_WHAT IS NEEDED:_ Within the data below, determine how many lines contain "align" and supply only that figure.
** Opening DATA UNDER STUDY block **
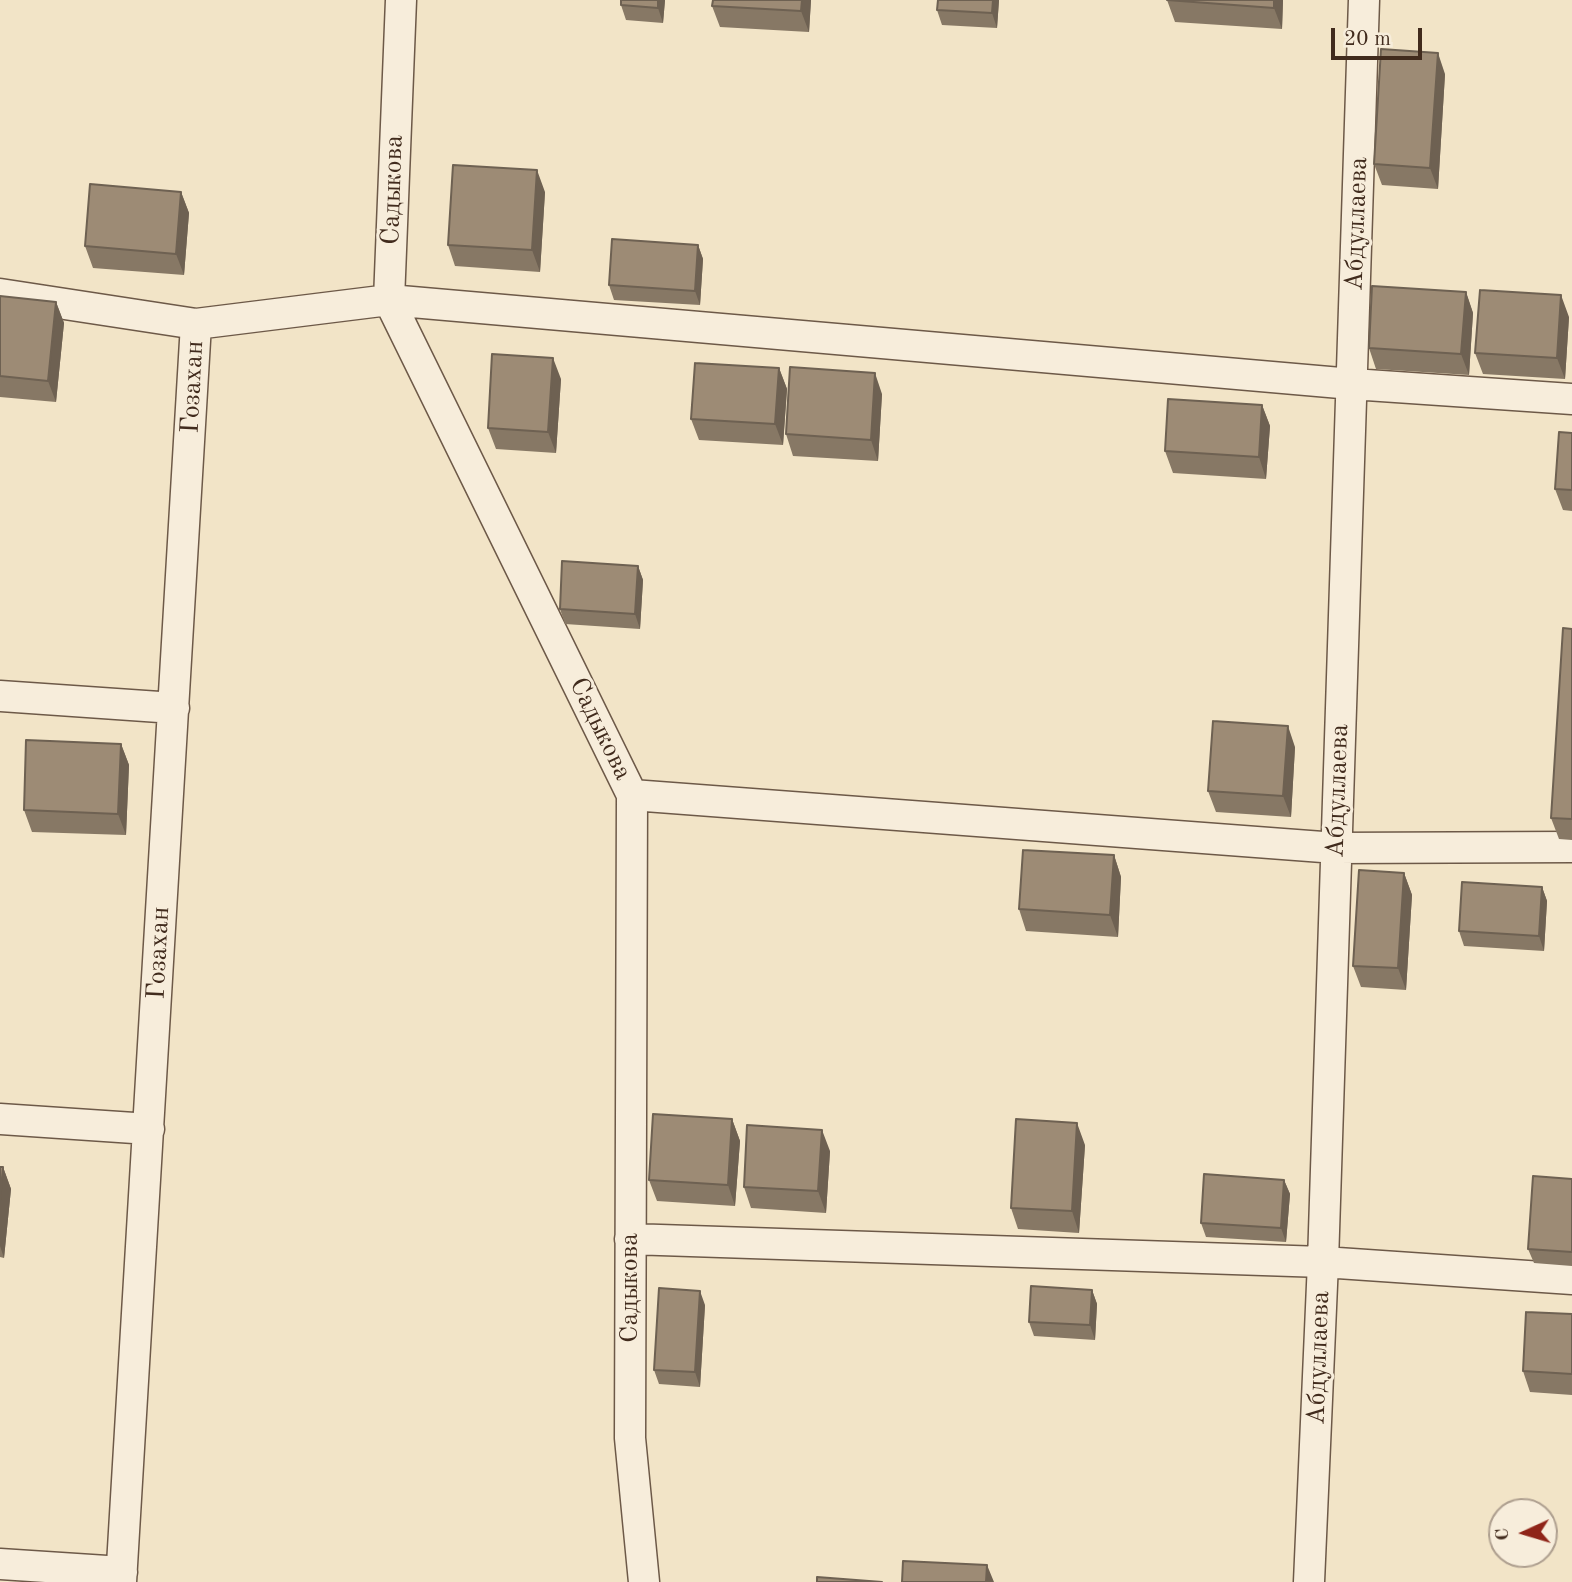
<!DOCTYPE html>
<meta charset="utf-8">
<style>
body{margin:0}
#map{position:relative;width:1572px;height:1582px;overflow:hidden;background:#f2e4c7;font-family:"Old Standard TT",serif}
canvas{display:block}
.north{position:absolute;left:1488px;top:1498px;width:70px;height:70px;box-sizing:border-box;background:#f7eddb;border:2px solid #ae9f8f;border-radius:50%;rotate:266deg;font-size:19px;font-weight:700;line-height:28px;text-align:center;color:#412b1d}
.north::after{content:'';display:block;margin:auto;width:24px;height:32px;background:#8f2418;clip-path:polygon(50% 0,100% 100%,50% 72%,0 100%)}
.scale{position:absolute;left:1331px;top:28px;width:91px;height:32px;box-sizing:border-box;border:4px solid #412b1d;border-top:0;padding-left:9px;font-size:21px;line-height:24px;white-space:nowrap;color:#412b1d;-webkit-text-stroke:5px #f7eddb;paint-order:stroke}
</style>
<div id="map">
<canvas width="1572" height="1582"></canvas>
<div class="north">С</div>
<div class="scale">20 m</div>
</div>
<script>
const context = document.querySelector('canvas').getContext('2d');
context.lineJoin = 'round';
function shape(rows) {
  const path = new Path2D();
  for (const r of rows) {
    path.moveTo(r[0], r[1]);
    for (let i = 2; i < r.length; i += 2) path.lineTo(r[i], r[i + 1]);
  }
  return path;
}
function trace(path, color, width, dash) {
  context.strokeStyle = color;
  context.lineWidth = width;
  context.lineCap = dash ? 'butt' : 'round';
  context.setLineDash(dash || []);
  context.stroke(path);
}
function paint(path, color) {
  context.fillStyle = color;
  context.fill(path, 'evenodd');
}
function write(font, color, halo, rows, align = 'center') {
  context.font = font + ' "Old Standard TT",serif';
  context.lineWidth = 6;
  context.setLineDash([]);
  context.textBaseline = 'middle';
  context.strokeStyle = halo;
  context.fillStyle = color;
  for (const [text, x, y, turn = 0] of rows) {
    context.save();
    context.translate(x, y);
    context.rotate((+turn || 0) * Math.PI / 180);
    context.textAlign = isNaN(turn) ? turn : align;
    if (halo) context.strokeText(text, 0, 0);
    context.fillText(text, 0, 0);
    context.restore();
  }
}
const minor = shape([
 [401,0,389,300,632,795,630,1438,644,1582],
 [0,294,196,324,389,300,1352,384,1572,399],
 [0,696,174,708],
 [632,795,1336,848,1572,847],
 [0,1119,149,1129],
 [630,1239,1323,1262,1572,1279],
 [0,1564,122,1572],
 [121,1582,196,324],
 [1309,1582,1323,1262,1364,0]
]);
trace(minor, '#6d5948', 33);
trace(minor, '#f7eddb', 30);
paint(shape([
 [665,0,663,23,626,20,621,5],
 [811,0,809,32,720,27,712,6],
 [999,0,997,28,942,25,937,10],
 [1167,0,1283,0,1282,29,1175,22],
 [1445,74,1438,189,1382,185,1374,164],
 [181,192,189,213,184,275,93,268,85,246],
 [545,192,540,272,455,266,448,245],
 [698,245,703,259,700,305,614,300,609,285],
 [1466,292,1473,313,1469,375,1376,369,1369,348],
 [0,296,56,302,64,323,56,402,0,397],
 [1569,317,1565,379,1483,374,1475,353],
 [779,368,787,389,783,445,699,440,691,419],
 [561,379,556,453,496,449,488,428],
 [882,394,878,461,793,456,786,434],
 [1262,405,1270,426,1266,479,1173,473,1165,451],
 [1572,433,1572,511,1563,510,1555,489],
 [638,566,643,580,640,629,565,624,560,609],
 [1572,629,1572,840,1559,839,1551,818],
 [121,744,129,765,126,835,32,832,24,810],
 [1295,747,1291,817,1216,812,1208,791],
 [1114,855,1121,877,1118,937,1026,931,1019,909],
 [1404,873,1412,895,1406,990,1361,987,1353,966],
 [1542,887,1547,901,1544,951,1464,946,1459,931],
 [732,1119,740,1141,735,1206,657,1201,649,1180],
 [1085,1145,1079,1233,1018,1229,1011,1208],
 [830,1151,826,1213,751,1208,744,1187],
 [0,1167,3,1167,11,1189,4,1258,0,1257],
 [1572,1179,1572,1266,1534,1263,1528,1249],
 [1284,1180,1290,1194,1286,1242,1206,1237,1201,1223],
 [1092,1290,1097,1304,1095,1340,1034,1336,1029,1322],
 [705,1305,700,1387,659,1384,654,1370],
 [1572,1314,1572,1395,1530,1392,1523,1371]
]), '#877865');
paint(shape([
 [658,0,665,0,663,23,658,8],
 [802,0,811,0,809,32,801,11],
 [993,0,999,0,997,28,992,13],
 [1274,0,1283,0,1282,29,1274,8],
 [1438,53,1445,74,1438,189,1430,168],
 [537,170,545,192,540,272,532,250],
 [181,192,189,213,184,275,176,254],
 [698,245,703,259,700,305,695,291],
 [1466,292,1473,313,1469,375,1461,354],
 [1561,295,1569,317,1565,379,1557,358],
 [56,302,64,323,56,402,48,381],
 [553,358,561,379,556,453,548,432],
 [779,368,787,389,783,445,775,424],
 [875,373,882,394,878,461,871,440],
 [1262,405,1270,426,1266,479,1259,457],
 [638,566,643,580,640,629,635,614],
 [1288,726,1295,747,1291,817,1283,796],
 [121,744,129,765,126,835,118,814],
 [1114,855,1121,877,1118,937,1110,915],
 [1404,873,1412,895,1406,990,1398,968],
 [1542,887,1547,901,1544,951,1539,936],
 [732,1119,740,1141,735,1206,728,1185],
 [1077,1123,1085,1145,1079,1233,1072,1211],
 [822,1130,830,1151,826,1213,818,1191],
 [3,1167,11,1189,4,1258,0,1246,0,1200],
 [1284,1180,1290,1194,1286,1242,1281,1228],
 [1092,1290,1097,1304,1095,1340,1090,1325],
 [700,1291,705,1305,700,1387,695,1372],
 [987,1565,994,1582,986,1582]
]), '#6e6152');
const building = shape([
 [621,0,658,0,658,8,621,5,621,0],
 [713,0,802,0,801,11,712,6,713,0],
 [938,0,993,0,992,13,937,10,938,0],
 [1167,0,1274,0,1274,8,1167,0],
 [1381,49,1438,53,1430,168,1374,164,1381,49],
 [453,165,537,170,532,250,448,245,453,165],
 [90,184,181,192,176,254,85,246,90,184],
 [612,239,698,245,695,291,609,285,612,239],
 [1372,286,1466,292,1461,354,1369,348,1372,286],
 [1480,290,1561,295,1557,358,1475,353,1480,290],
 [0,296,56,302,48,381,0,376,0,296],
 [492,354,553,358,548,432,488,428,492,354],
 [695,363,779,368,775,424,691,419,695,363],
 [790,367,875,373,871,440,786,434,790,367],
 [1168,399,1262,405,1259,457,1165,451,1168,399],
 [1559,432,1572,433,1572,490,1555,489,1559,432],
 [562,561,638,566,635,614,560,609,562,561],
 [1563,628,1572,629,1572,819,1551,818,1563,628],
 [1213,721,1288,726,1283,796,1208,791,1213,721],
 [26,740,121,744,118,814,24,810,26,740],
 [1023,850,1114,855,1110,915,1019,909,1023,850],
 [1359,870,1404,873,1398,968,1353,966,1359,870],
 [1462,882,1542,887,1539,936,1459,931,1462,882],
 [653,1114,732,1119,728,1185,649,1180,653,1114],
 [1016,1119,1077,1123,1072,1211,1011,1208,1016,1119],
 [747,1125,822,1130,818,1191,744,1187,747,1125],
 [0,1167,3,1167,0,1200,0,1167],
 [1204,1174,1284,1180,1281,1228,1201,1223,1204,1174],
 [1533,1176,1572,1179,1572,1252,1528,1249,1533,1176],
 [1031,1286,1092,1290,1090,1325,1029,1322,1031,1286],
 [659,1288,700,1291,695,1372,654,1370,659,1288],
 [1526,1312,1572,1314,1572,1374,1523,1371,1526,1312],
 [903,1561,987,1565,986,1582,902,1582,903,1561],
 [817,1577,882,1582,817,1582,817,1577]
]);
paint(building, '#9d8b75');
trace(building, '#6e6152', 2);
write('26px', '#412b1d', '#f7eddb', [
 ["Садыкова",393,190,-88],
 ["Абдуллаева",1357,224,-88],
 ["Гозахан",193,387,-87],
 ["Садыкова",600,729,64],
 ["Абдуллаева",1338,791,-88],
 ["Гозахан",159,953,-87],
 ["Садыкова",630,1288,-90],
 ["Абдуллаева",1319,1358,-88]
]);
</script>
** Closing DATA UNDER STUDY block **
_RESPONSE AREA:_ 3